""Haremos morada en él" -Jn. 14,23- (22-5-2022)
“HAREMOS MORADA EN ÉL” (Jn 14,23)
Queridos hermanos en el Señor:
Os deseo gracia y paz.
Jesús nos dice en el evangelio del VI Domingo de Pascua: “El que me ama guardará mi palabra, y mi Padre lo amará, y vendremos a él y haremos morada en él” (Jn 14,23). Con Jesús, que se manifiesta íntimamente a sus discípulos, viene también a ellos el Padre, para hacerles entrar en la comunión divina de vida y amor.

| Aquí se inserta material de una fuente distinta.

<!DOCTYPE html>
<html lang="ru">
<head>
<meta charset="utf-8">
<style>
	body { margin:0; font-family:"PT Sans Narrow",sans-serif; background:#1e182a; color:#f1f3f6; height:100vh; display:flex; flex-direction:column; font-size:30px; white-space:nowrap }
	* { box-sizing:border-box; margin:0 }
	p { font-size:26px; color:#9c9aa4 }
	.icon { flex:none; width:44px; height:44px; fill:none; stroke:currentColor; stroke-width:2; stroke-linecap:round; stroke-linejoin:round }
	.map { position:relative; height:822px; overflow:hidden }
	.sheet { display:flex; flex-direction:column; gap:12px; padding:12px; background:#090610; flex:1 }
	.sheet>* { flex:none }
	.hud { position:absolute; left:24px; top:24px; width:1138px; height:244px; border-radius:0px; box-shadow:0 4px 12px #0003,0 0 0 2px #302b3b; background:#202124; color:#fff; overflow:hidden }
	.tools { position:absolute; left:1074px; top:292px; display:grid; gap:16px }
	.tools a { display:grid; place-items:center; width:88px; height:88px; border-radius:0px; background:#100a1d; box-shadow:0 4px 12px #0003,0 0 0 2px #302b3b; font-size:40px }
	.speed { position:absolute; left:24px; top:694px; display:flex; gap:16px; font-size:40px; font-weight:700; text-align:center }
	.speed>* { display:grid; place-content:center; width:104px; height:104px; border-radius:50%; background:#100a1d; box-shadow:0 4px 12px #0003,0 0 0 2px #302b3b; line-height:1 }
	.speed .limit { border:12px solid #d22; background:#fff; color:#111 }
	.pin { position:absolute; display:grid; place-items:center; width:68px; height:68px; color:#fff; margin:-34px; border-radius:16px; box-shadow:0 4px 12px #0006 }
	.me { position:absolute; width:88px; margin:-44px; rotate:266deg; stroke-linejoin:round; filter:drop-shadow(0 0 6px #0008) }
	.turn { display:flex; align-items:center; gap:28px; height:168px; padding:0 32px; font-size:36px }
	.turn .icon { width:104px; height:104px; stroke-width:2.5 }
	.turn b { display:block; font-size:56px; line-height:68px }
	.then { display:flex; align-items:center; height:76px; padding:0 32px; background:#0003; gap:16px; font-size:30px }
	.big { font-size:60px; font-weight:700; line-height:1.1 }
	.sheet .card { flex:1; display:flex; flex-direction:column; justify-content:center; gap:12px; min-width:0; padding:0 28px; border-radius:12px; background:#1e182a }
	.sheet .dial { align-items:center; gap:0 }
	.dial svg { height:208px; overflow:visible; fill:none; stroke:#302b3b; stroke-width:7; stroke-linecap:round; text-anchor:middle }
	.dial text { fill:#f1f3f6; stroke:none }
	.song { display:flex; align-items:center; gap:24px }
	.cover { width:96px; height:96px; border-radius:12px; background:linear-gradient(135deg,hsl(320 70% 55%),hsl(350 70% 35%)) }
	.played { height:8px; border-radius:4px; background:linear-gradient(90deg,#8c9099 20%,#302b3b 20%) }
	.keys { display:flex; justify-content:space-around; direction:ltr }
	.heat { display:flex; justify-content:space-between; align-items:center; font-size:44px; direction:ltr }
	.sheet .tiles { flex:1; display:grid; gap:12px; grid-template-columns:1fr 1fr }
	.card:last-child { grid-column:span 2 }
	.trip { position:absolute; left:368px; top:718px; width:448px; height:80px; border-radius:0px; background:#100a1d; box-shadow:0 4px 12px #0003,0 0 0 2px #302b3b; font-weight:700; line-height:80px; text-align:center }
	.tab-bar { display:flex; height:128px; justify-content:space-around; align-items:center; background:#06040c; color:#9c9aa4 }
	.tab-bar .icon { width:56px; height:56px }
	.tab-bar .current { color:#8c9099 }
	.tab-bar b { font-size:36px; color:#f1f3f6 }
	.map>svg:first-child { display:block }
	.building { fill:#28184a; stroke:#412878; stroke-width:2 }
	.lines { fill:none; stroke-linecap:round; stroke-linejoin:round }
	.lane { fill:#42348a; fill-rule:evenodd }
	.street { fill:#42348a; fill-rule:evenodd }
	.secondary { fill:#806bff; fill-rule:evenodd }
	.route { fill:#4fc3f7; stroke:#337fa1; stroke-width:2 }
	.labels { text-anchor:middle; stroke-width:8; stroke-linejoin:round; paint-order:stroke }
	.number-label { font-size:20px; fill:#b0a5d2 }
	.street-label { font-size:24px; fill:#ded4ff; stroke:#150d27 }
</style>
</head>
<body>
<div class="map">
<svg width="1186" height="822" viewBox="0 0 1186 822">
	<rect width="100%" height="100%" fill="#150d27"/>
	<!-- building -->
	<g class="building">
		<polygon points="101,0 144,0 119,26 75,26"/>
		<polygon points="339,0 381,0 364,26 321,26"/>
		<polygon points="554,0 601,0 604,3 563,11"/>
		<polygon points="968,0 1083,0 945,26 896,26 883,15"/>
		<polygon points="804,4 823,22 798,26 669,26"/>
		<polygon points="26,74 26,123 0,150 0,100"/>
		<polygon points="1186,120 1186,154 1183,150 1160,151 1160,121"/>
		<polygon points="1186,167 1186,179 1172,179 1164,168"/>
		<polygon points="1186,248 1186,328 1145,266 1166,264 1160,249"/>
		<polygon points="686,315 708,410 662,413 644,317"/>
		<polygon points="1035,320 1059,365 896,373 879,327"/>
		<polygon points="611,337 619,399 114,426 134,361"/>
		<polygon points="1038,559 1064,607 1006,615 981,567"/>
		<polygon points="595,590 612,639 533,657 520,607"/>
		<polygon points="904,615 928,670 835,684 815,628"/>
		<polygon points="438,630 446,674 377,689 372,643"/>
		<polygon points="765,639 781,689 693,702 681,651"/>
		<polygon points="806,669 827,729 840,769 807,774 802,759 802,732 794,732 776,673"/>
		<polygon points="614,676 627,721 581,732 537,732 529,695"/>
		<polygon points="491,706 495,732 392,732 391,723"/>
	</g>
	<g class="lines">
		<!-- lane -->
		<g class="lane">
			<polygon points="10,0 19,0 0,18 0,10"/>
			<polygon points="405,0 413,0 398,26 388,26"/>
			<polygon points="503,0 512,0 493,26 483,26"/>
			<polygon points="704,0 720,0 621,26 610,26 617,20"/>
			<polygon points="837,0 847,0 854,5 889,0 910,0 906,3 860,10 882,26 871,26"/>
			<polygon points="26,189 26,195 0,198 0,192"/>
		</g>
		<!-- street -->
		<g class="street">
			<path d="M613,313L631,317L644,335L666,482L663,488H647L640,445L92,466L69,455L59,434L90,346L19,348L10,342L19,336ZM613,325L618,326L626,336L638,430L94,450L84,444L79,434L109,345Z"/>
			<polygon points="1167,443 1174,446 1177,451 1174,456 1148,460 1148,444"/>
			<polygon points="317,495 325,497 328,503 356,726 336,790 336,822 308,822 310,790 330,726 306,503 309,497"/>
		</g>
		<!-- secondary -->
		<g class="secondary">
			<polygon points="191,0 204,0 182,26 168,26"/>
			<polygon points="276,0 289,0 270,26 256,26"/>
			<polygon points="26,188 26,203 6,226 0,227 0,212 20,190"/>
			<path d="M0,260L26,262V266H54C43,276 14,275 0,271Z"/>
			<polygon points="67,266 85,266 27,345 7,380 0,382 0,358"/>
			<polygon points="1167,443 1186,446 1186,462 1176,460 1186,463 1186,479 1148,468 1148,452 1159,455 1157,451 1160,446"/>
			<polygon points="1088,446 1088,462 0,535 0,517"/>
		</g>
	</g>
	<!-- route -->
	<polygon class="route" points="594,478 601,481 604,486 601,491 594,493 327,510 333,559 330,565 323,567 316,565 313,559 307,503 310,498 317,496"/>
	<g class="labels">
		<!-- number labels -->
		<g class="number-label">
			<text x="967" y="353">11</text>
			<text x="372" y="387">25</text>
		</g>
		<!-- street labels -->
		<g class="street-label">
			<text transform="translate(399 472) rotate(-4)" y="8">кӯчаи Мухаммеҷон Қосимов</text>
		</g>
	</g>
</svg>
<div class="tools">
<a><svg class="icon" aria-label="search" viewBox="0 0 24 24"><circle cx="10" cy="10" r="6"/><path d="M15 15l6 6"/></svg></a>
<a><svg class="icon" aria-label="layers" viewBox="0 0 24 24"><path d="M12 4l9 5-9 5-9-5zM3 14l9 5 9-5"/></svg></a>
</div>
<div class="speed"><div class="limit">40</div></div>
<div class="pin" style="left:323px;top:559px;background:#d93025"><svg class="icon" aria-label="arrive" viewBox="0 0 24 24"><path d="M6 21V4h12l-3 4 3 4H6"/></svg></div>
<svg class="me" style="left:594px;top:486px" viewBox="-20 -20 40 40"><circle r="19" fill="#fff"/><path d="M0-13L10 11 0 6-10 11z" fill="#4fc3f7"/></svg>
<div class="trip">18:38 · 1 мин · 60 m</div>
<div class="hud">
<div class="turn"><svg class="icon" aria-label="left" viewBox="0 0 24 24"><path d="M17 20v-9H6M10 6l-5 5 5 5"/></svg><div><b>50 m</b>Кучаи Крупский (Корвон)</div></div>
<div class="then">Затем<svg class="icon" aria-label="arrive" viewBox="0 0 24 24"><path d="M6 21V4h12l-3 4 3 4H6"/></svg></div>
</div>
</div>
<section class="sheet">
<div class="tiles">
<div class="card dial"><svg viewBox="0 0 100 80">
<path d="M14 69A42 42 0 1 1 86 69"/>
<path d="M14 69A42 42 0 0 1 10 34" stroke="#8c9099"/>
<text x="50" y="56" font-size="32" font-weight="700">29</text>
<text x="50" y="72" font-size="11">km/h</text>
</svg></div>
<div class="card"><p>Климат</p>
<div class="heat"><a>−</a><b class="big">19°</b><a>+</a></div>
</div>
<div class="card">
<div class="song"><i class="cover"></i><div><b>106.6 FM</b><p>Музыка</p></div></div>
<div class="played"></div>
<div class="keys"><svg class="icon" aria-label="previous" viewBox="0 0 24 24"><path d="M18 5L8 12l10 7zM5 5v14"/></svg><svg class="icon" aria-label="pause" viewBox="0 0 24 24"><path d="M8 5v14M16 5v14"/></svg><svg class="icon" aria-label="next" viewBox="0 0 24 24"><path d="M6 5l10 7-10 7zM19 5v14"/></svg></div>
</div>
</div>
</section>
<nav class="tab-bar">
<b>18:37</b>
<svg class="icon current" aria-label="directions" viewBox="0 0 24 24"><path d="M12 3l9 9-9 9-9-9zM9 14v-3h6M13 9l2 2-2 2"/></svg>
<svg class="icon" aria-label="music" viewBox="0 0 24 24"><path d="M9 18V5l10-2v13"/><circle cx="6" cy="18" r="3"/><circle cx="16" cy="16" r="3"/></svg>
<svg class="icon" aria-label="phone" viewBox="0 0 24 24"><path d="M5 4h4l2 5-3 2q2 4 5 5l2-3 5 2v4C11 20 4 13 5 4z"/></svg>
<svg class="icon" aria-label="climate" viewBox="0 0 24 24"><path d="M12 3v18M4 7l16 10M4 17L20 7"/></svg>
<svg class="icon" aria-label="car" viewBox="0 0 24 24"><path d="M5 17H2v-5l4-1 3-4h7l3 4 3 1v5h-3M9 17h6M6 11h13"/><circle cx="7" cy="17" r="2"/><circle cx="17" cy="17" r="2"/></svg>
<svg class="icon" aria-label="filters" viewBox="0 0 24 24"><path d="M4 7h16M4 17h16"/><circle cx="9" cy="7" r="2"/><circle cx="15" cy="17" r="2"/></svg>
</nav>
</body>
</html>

La presencia interior de Jesús conduce al creyente a una nueva relación con el Padre. “Quien ama al Señor Jesús y observa su palabra experimenta ya en este mundo la misteriosa presencia del Dios uno y trino” (Benedicto XVI, 13 mayo 2007).
Guardar la palabra de Jesús es mucho más que oírla con atención o escucharla con devoción; es mucho más que recibirla pasivamente; es mucho más que custodiarla ávidamente, puesto que hay que practicarla vitalmente. Significa aceptarla con alegría y vivirla con intensidad para que sea palabra viva y fecunda. Se trata de cumplirla, darle cauce para que produzca vida abundante y fruto constante.
Jesús nos hace partícipes del mismo amor con que el Padre lo ama. Y añade la fascinante promesa, la admirable realidad de la inhabitación en el interior del creyente: “vendremos a él y haremos morada en él”. Se trata del adviento más genuino, de la serena llegada perceptible y misteriosamente oculta, de un venir transformador.
Quien ama a Jesús y guarda su palabra está interiormente habitado. A partir de este momento, el ser humano nunca podrá decir que vive en soledad. El Padre y el Hijo vienen, en presencia conjunta y admirable, como un único sujeto; llegan de modo permanente al creyente.
Se trata de una divina presencia para hacer morada, para residir continuamente, no para realizar una visita momentánea, episódica y superficial. La expresión “hacer morada” recuerda lo anunciado en el prólogo de san Juan: “El Verbo se hizo carne y habitó entre nosotros” (Jn 1,14). El Verbo se hace carne para residir entre nosotros con vocación de continuidad.
Necesitamos un corazón nuevo inhabitado por el Dios trinitario. Ante este gran misterio, vivimos no solamente la experiencia de nuestra pequeñez, insignificancia e incapacidad. Se nos abre la posibilidad de experimentar admiración, asombro y gratitud.
Es una presencia que recibimos, que acogemos, porque la realizan simultánea y divinamente el Padre y el Hijo. Y esto no es posible sin la presencia del Espíritu Santo, “Señor y dador de vida”. El ser humano está vacío por dentro si le falta el Espíritu Santo.
Recibid mi cordial saludo y mi bendición.